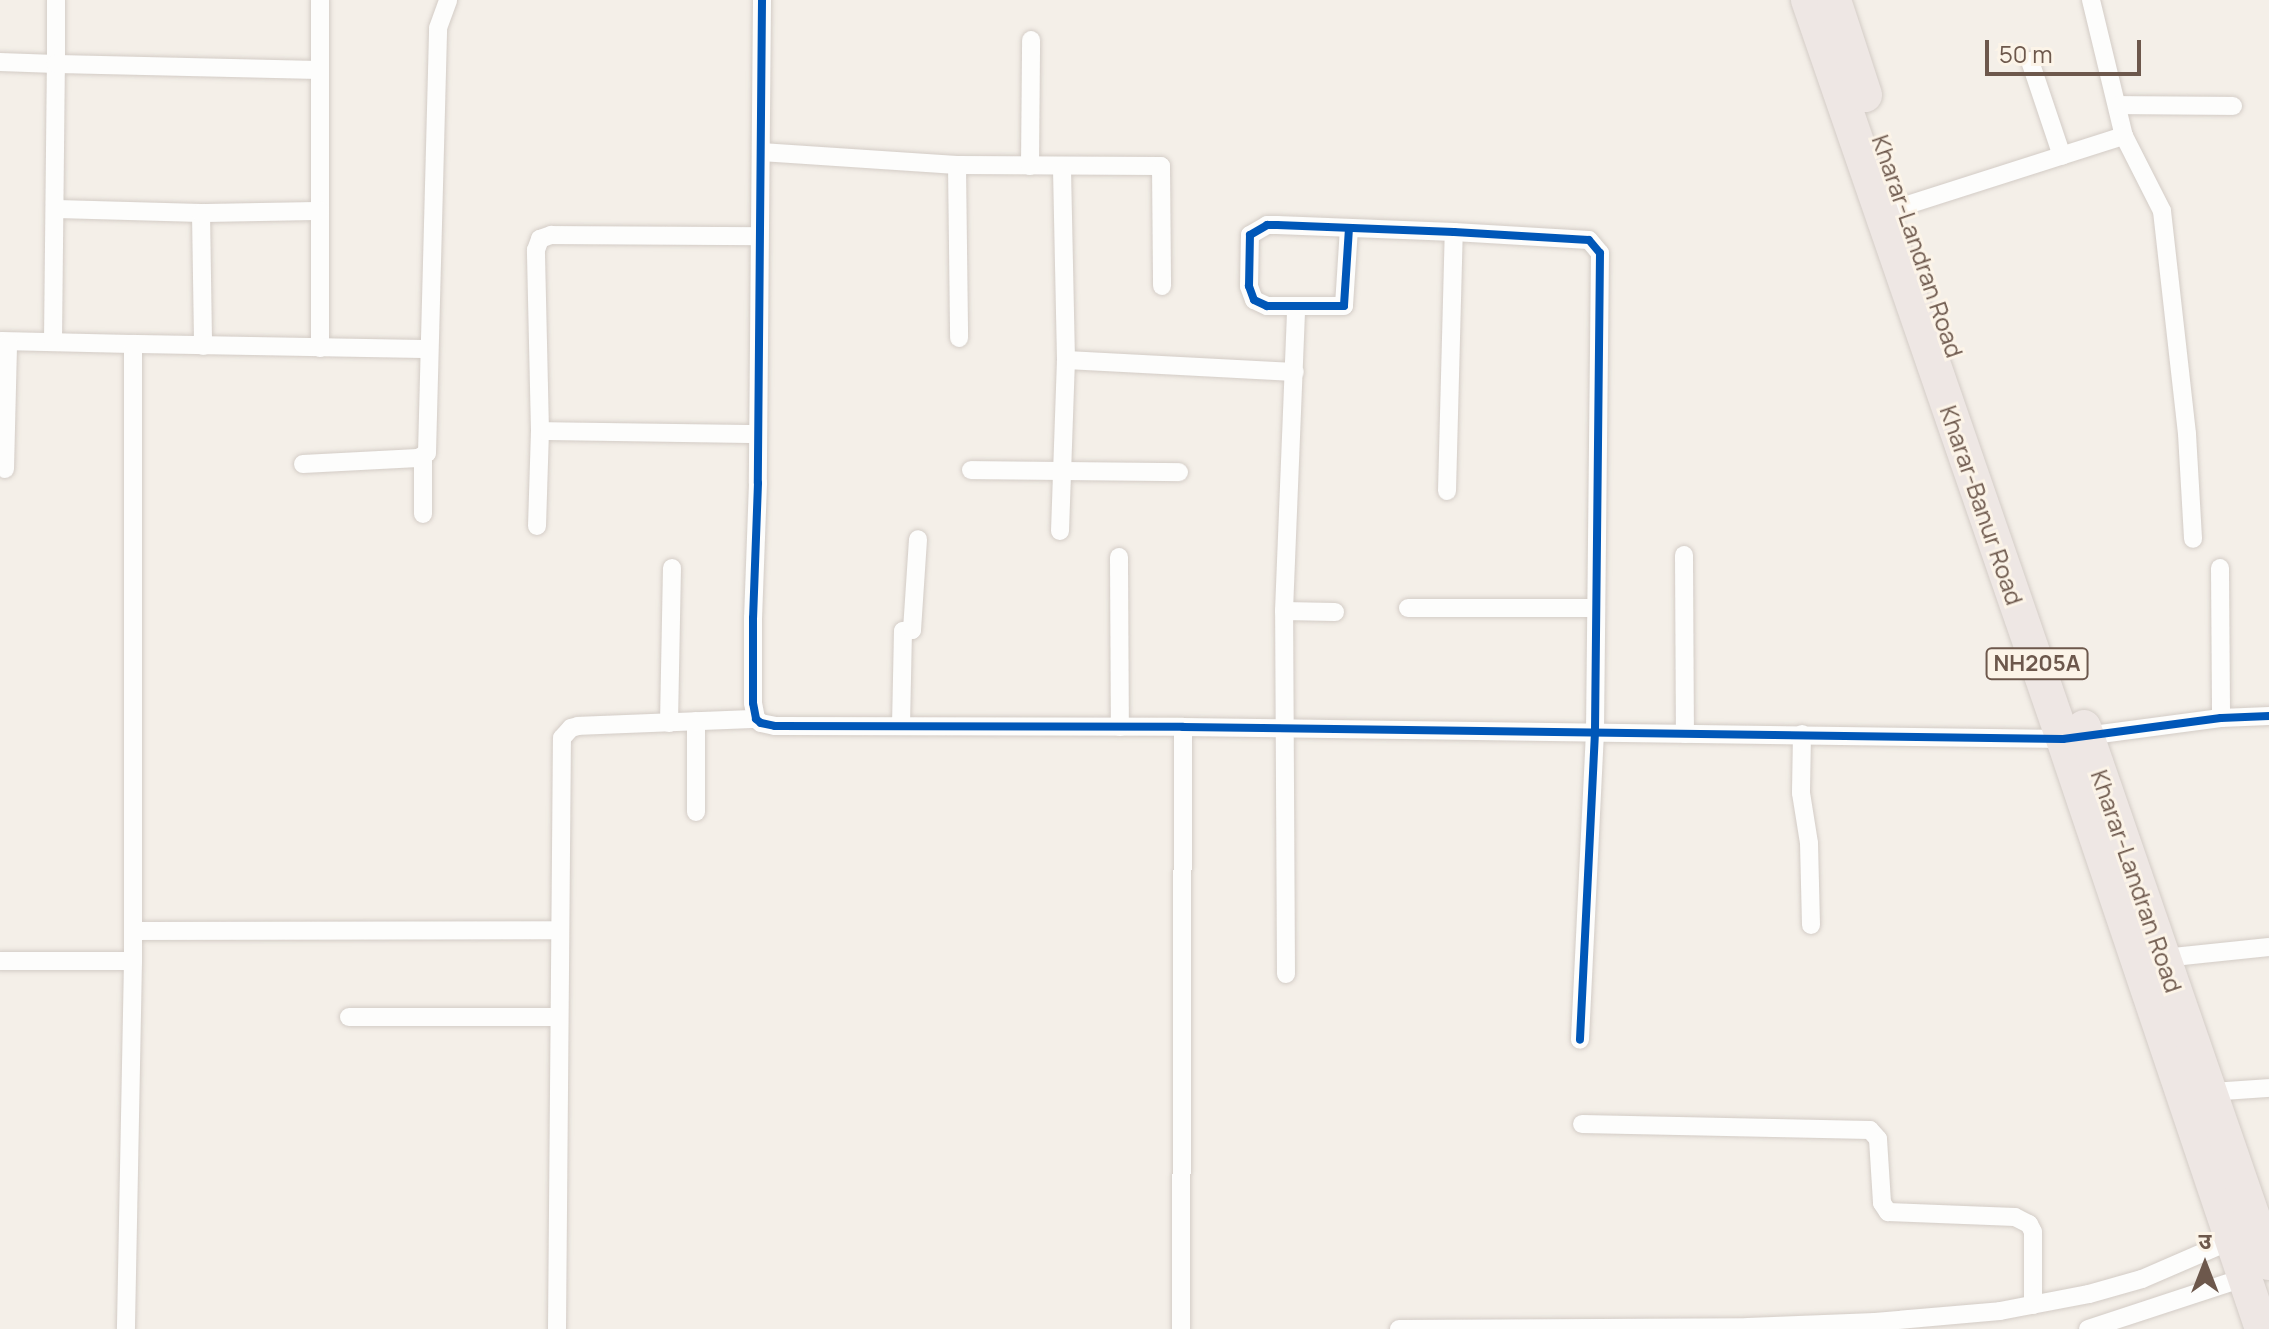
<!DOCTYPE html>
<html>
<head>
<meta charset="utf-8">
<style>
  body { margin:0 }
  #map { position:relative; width:2269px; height:1329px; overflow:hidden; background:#f4efe8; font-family:Manrope,"Noto Sans Devanagari",sans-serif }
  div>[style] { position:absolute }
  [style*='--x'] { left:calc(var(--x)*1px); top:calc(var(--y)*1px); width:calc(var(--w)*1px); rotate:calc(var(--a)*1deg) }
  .roads { filter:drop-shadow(0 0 2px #d3ccc6) drop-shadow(0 0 2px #d3ccc6) }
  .street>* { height:18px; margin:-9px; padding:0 9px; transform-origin:9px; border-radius:9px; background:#fdfdfc }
  .highway>* { height:34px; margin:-17px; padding:0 17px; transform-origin:17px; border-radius:17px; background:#eee7e4 }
  .cycleway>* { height:8px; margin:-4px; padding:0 4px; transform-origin:4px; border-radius:4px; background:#0057b8 }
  span { translate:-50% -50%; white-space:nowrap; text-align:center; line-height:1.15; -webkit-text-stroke:6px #fcf4e8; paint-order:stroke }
  .shield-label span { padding:2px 6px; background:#fcf4e8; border:2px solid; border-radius:6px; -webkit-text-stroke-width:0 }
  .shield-label { font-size:22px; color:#6d584c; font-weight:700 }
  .street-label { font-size:24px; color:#6d584c }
  .north { position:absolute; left:2165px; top:1225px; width:80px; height:80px; -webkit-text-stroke:6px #fcf4e8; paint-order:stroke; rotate:0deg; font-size:22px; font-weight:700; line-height:32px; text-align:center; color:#6d584c }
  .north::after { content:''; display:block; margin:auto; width:28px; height:36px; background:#6d584c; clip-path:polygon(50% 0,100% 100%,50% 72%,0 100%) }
  .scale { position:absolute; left:1985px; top:40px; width:156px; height:36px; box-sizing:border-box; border:4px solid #6d584c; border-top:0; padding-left:10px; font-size:24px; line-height:28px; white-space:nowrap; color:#6d584c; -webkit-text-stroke:6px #fcf4e8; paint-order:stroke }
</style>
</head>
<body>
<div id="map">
  <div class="roads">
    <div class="street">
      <div style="--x:762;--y:0;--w:483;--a:90.5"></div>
      <div style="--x:758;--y:483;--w:135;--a:92.1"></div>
      <div style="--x:753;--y:618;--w:85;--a:90"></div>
      <div style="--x:753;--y:703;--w:16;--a:79"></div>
      <div style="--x:756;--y:719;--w:6;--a:39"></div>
      <div style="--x:761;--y:723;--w:14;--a:12"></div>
      <div style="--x:775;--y:726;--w:408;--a:0.1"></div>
      <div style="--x:1183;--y:727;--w:880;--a:0.78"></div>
      <div style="--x:2063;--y:739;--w:159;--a:-7.6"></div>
      <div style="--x:2221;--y:718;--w:48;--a:-2.4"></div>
      <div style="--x:2091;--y:0;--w:140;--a:76.4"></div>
      <div style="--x:2030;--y:61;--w:100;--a:71.4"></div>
      <div style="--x:0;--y:62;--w:56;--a:2"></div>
      <div style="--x:56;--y:64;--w:64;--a:-90"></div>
      <div style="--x:320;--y:70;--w:278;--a:90"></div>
      <div style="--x:2117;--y:105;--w:116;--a:0.5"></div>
      <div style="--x:761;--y:152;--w:196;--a:3.8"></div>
      <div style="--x:957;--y:165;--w:204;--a:0.3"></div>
      <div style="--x:1161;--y:166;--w:120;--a:89.5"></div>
      <div style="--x:957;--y:165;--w:173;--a:89.3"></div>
      <div style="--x:1030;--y:166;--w:126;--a:-89.5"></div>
      <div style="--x:1904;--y:206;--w:231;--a:-17.7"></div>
      <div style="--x:2124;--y:136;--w:84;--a:63.1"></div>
      <div style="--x:2162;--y:211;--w:224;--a:83.6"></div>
      <div style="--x:2187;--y:434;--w:105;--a:86.7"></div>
      <div style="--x:57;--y:209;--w:144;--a:1.6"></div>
      <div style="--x:201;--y:213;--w:133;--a:89.1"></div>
      <div style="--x:201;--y:213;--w:119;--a:-1"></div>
      <div style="--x:1349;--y:228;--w:78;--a:93.7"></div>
      <div style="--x:1344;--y:306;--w:77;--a:180"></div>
      <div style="--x:1267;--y:306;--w:14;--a:-155"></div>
      <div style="--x:1254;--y:300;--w:15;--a:-110"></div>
      <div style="--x:1249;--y:286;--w:51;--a:-88.9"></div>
      <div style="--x:1250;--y:235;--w:20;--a:-30"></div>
      <div style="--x:1267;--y:225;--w:10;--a:0"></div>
      <div style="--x:1277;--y:225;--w:177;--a:2.3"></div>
      <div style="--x:1454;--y:232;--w:135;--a:3.4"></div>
      <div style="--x:1589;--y:240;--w:17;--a:50"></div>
      <div style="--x:1600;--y:253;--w:479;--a:90.6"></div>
      <div style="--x:1595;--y:732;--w:308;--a:92.8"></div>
      <div style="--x:0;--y:341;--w:133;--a:1.3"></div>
      <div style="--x:133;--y:344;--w:617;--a:90"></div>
      <div style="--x:133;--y:961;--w:368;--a:91.1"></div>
      <div style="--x:53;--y:341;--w:277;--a:-89.4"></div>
      <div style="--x:56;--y:64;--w:264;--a:1.3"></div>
      <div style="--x:320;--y:70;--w:70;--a:-90"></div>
      <div style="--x:133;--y:344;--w:295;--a:1"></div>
      <div style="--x:1066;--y:360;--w:229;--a:3"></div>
      <div style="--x:540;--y:431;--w:217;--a:0.8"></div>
      <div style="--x:423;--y:457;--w:57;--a:90"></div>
      <div style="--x:303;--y:464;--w:115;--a:-3"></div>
      <div style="--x:418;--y:458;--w:10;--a:-29"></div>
      <div style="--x:427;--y:453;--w:425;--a:-88.5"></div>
      <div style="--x:438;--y:28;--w:30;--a:-70"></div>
      <div style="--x:5;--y:469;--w:127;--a:-88.6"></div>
      <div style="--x:971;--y:470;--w:208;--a:0.6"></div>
      <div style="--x:1447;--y:491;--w:259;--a:-88.5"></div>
      <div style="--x:537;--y:526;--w:95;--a:-88.2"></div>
      <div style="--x:540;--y:431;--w:181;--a:-91.3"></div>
      <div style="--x:536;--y:250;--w:12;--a:-70"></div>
      <div style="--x:540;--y:239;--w:12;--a:-20"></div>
      <div style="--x:551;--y:235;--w:208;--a:0.3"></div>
      <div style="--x:1060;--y:531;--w:171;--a:-88"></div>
      <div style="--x:1066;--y:360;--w:193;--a:-91.2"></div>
      <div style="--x:1684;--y:555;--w:179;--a:89.7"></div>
      <div style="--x:1119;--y:557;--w:170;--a:89.7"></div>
      <div style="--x:2220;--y:568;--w:150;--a:89.6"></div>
      <div style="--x:1408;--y:608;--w:188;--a:0"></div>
      <div style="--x:1284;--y:611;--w:51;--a:1.1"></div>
      <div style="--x:696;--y:721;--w:91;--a:90"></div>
      <div style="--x:669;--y:723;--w:155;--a:-88.9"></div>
      <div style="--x:901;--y:726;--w:95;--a:-88.8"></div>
      <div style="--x:903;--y:631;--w:9;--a:-6"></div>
      <div style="--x:912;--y:630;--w:91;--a:-86.2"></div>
      <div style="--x:1802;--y:734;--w:59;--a:91"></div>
      <div style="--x:1801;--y:793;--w:51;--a:80.9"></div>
      <div style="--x:1809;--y:843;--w:82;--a:88.6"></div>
      <div style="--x:133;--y:931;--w:426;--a:-0.1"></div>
      <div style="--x:2163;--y:958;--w:107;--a:-5.9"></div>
      <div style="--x:0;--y:961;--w:133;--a:0"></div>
      <div style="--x:1286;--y:974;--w:363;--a:-90.3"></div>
      <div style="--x:1284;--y:611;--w:303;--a:-87.7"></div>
      <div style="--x:349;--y:1017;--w:210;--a:0"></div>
      <div style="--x:2210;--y:1092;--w:59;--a:-3.9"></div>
      <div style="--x:1582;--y:1124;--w:288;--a:1.2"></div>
      <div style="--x:1870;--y:1130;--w:12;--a:48"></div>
      <div style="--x:1878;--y:1139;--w:64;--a:86.4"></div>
      <div style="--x:1882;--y:1203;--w:11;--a:56"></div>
      <div style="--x:1888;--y:1212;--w:127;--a:2.3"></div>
      <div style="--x:2015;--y:1217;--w:16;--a:27"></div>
      <div style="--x:2029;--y:1224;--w:9;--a:63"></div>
      <div style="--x:2033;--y:1232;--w:73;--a:90"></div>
      <div style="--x:557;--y:1329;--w:591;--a:-89.52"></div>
      <div style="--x:562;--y:738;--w:13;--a:-48"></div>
      <div style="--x:571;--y:728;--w:7;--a:-16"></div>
      <div style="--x:578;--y:726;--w:178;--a:-2.3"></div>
      <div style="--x:1181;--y:1329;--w:602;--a:-89.81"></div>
      <div style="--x:1399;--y:1329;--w:349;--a:-0.3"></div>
      <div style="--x:1748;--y:1327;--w:127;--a:-2.3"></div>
      <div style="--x:1875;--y:1322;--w:125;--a:-5"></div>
      <div style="--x:2000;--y:1311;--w:91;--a:-10.8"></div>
      <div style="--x:2089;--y:1294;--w:55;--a:-15.8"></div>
      <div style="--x:2142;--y:1279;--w:96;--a:-23.4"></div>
      <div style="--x:2088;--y:1329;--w:163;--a:-18.2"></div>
    </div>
    <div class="highway">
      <div style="--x:1808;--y:0;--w:782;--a:70.96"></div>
      <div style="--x:2063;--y:739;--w:623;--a:71.36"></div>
      <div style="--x:1834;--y:0;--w:100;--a:71.9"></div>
      <div style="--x:2084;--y:727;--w:567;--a:70.96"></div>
    </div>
  </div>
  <div class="cycleway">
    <div style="--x:762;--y:0;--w:483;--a:90.5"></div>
    <div style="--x:758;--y:483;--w:135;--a:92.1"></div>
    <div style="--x:753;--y:618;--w:85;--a:90"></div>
    <div style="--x:753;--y:703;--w:16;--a:79"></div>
    <div style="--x:756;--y:719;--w:6;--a:39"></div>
    <div style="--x:761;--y:723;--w:14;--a:12"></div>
    <div style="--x:775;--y:726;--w:408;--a:0.1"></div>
    <div style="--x:1183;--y:727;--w:880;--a:0.78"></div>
    <div style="--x:2063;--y:739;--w:159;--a:-7.6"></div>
    <div style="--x:2221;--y:718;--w:48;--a:-2.4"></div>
    <div style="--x:1349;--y:228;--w:78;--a:93.7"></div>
    <div style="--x:1344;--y:306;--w:77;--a:180"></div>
    <div style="--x:1267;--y:306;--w:14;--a:-155"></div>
    <div style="--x:1254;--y:300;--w:15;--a:-110"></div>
    <div style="--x:1249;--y:286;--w:51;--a:-88.9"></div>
    <div style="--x:1250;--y:235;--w:20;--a:-30"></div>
    <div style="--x:1267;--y:225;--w:10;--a:0"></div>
    <div style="--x:1277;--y:225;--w:177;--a:2.3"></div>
    <div style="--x:1454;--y:232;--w:135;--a:3.4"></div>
    <div style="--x:1589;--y:240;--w:17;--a:50"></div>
    <div style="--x:1600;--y:253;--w:479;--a:90.6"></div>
    <div style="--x:1595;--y:732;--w:308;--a:92.8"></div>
  </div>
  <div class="shield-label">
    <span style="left:2037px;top:664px">NH205A</span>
  </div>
  <div class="street-label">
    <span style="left:1918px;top:246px;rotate:71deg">Kharar-Landran Road</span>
    <span style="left:1982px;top:505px;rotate:71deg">Kharar-Banur Road</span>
    <span style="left:2137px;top:881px;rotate:71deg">Kharar-Landran Road</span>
  </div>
  <div class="north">उ</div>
  <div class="scale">50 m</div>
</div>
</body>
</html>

********

- **Exercise description**: Skip the pictures, please, and transcribe only the lines from the beginning of the material through the one that contains "filter:drop-shadow(0 0 2px".

- **Solution for this exercise**:
<!DOCTYPE html>
<html>
<head>
<meta charset="utf-8">
<style>
  body { margin:0 }
  #map { position:relative; width:2269px; height:1329px; overflow:hidden; background:#f4efe8; font-family:Manrope,"Noto Sans Devanagari",sans-serif }
  div>[style] { position:absolute }
  [style*='--x'] { left:calc(var(--x)*1px); top:calc(var(--y)*1px); width:calc(var(--w)*1px); rotate:calc(var(--a)*1deg) }
  .roads { filter:drop-shadow(0 0 2px #d3ccc6) drop-shadow(0 0 2px #d3ccc6) }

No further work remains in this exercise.